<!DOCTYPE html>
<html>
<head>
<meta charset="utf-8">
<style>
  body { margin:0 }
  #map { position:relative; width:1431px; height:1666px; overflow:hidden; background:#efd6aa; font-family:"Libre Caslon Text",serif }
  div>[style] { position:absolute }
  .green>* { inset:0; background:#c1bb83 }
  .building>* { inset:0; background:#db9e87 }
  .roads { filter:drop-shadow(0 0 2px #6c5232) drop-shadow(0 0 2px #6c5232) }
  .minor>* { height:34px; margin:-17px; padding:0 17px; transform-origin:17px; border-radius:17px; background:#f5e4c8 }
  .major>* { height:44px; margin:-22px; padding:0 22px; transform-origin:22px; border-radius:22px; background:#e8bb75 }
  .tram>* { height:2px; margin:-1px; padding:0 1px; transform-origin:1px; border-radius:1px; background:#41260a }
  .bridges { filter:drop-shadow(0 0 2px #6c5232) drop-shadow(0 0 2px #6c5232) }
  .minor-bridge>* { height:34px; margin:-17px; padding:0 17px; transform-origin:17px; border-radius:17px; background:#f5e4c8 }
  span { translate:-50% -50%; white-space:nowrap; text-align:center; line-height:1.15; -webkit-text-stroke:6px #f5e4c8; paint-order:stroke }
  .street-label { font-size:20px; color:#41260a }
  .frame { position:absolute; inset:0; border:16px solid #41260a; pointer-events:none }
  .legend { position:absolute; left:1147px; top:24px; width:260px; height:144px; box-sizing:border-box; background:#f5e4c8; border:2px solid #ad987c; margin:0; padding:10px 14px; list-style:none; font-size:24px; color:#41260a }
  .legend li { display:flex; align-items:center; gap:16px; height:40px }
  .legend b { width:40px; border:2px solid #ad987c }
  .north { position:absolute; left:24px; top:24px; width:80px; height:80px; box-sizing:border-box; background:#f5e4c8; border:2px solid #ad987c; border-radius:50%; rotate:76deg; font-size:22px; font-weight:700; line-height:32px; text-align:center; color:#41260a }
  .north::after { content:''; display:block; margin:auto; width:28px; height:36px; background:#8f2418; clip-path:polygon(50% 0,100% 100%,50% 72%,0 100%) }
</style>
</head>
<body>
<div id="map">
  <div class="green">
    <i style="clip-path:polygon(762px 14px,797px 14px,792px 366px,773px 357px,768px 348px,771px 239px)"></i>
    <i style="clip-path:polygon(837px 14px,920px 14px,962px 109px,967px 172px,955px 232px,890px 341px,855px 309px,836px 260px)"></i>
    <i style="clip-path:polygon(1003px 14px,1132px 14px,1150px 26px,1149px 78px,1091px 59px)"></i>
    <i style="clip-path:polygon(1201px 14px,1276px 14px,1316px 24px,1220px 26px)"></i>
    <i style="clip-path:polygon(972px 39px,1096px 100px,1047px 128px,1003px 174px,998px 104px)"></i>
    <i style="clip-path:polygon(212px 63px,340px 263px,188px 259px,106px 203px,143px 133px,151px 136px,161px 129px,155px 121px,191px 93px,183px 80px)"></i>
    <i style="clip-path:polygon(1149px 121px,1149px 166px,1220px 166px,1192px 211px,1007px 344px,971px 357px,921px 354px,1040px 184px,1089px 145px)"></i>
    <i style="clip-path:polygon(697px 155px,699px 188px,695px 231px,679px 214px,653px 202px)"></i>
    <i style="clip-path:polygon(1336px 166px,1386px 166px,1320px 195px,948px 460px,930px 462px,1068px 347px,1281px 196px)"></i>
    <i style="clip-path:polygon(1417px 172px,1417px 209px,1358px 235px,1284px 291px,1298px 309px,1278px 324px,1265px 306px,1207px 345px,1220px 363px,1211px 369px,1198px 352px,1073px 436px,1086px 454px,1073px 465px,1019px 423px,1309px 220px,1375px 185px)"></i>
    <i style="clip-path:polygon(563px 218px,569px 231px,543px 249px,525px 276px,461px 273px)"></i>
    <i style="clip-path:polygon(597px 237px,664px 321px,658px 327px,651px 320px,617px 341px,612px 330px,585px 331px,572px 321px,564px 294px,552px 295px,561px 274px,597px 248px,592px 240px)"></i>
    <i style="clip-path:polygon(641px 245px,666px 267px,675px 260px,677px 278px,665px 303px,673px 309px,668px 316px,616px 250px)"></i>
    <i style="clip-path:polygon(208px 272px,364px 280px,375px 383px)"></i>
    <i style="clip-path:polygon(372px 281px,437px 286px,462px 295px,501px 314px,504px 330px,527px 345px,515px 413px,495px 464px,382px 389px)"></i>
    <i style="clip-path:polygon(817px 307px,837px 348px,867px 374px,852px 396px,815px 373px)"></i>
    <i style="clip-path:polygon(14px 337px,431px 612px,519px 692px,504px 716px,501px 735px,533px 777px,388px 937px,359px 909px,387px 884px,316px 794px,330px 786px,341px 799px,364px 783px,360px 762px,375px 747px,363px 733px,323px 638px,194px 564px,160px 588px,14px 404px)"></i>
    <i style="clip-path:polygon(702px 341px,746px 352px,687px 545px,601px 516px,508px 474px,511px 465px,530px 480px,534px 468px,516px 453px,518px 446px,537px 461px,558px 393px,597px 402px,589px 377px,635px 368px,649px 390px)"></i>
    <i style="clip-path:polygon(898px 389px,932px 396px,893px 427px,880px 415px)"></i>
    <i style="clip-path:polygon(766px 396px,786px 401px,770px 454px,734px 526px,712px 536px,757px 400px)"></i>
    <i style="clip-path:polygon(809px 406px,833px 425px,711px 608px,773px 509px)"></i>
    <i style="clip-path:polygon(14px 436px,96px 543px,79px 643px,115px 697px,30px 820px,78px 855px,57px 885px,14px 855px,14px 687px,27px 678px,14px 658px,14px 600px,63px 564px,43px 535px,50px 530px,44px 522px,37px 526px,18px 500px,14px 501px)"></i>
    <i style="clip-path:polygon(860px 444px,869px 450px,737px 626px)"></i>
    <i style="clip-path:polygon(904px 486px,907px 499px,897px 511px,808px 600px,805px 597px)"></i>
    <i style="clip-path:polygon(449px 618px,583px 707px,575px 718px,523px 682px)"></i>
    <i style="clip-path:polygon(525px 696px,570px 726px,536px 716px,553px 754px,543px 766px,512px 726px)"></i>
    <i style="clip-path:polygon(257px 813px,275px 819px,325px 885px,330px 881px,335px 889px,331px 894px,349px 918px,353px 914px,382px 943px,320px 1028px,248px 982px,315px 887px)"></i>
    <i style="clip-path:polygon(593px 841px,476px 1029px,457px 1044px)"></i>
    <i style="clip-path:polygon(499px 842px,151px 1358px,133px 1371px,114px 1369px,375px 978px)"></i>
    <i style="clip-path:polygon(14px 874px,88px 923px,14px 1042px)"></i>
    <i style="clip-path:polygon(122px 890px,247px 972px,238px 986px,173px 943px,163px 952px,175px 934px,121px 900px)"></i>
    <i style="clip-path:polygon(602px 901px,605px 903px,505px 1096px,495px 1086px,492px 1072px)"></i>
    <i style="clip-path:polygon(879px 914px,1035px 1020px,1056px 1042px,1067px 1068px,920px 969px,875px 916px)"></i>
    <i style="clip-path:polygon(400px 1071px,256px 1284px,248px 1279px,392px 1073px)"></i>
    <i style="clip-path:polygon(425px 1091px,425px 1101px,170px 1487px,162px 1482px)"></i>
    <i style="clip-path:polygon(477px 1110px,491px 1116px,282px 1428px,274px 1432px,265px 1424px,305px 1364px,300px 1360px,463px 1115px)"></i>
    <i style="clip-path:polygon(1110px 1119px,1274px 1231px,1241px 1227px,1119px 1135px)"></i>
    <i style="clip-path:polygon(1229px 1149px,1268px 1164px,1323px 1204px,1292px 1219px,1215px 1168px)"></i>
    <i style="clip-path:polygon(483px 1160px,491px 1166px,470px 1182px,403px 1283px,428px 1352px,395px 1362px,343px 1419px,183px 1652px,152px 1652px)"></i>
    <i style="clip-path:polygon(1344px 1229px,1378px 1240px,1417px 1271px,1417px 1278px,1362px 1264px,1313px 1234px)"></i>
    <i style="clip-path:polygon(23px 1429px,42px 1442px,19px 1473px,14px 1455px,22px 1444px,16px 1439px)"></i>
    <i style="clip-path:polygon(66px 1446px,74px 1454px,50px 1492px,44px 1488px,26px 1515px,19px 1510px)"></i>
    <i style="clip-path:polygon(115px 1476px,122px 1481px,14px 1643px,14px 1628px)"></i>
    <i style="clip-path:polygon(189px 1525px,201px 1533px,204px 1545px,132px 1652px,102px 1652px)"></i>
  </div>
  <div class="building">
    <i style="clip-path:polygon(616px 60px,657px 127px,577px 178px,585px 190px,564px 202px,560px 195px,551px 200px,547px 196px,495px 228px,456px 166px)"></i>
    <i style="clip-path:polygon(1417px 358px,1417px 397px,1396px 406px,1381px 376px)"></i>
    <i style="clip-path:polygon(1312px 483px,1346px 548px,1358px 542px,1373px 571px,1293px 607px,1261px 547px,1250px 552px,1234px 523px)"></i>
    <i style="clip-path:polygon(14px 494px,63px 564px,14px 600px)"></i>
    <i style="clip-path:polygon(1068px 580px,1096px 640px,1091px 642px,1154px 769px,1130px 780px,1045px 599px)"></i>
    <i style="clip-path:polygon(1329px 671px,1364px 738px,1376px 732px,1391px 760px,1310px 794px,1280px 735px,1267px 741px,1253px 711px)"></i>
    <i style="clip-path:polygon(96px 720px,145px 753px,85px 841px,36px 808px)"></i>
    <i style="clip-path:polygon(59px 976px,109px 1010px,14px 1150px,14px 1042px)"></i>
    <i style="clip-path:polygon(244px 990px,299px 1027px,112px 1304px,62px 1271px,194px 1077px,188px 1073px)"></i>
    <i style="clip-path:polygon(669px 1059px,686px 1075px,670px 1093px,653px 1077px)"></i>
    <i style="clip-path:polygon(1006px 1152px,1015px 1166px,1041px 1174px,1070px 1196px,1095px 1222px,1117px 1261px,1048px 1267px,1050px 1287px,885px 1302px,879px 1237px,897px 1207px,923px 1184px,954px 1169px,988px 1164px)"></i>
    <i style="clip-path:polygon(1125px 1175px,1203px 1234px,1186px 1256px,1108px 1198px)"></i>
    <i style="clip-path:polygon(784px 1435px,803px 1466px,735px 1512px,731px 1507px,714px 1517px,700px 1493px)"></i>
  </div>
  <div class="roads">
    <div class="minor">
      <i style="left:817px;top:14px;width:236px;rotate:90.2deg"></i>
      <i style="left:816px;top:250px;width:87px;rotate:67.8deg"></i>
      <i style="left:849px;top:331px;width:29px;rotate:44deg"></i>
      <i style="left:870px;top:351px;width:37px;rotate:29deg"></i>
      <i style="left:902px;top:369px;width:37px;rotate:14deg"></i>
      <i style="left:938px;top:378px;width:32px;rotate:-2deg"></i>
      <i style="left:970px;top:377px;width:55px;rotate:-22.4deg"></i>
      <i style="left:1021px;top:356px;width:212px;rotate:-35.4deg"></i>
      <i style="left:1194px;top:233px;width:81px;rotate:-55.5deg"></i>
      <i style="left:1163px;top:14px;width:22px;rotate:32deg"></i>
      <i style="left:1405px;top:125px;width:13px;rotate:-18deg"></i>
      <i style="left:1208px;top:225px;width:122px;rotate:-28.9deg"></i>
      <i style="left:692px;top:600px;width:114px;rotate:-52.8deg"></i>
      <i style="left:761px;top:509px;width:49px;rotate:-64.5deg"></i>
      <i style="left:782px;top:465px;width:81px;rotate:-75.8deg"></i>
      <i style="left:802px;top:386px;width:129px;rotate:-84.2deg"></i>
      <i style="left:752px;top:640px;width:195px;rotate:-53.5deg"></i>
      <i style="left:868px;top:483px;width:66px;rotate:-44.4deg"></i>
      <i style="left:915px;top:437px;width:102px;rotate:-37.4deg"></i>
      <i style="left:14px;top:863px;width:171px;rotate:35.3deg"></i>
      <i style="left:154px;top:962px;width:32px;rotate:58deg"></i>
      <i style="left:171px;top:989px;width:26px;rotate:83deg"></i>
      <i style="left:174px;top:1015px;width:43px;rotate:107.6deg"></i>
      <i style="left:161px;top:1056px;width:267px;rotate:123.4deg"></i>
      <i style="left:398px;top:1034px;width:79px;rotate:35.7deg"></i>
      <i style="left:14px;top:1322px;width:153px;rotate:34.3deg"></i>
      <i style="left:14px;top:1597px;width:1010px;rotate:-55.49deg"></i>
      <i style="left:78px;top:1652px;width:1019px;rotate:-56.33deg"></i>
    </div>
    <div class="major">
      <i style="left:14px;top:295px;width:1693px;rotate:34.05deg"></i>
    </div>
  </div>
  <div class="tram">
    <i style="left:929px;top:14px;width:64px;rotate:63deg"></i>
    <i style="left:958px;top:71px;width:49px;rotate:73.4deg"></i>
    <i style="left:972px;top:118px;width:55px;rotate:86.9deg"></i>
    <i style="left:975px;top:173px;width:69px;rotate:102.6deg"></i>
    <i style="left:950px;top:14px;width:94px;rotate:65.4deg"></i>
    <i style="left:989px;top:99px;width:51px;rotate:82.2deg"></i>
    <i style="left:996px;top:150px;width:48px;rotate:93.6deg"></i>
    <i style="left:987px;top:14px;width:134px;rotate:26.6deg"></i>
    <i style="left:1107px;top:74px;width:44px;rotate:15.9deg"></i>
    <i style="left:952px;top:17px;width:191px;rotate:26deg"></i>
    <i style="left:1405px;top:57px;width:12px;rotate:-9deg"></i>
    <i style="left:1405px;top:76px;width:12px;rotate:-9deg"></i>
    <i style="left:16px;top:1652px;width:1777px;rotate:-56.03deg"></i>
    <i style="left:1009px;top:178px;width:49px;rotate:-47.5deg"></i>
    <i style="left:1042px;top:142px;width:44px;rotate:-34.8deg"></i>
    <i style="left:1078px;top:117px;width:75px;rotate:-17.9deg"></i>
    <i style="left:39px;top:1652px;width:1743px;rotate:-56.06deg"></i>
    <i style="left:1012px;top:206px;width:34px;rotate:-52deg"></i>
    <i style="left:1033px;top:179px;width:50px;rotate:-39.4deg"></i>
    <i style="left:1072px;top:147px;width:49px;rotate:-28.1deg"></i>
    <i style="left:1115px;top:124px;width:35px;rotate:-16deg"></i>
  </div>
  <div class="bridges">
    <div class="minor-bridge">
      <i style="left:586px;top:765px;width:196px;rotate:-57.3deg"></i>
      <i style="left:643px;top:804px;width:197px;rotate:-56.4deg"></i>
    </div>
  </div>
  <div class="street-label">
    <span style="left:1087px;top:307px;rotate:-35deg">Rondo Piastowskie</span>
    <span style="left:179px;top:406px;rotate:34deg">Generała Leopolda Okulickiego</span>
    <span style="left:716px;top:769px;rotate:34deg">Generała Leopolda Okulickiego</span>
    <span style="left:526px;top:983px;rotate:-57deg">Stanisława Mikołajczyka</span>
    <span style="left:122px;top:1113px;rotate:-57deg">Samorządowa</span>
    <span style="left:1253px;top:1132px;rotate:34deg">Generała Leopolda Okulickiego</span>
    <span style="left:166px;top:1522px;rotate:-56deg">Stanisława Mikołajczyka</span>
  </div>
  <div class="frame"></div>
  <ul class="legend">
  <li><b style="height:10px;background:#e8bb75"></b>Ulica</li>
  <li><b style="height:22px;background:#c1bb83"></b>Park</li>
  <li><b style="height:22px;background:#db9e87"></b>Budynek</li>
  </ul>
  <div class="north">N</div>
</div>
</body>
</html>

────────────────

**Your goal**
Return the lines exactly as they stand, please. Start at the top of the material and finish with the line where "position:absolute; left:24px; top:24px;" appears.

**Output of the task**
<!DOCTYPE html>
<html>
<head>
<meta charset="utf-8">
<style>
  body { margin:0 }
  #map { position:relative; width:1431px; height:1666px; overflow:hidden; background:#efd6aa; font-family:"Libre Caslon Text",serif }
  div>[style] { position:absolute }
  .green>* { inset:0; background:#c1bb83 }
  .building>* { inset:0; background:#db9e87 }
  .roads { filter:drop-shadow(0 0 2px #6c5232) drop-shadow(0 0 2px #6c5232) }
  .minor>* { height:34px; margin:-17px; padding:0 17px; transform-origin:17px; border-radius:17px; background:#f5e4c8 }
  .major>* { height:44px; margin:-22px; padding:0 22px; transform-origin:22px; border-radius:22px; background:#e8bb75 }
  .tram>* { height:2px; margin:-1px; padding:0 1px; transform-origin:1px; border-radius:1px; background:#41260a }
  .bridges { filter:drop-shadow(0 0 2px #6c5232) drop-shadow(0 0 2px #6c5232) }
  .minor-bridge>* { height:34px; margin:-17px; padding:0 17px; transform-origin:17px; border-radius:17px; background:#f5e4c8 }
  span { translate:-50% -50%; white-space:nowrap; text-align:center; line-height:1.15; -webkit-text-stroke:6px #f5e4c8; paint-order:stroke }
  .street-label { font-size:20px; color:#41260a }
  .frame { position:absolute; inset:0; border:16px solid #41260a; pointer-events:none }
  .legend { position:absolute; left:1147px; top:24px; width:260px; height:144px; box-sizing:border-box; background:#f5e4c8; border:2px solid #ad987c; margin:0; padding:10px 14px; list-style:none; font-size:24px; color:#41260a }
  .legend li { display:flex; align-items:center; gap:16px; height:40px }
  .legend b { width:40px; border:2px solid #ad987c }
  .north { position:absolute; left:24px; top:24px; width:80px; height:80px; box-sizing:border-box; background:#f5e4c8; border:2px solid #ad987c; border-radius:50%; rotate:76deg; font-size:22px; font-weight:700; line-height:32px; text-align:center; color:#41260a }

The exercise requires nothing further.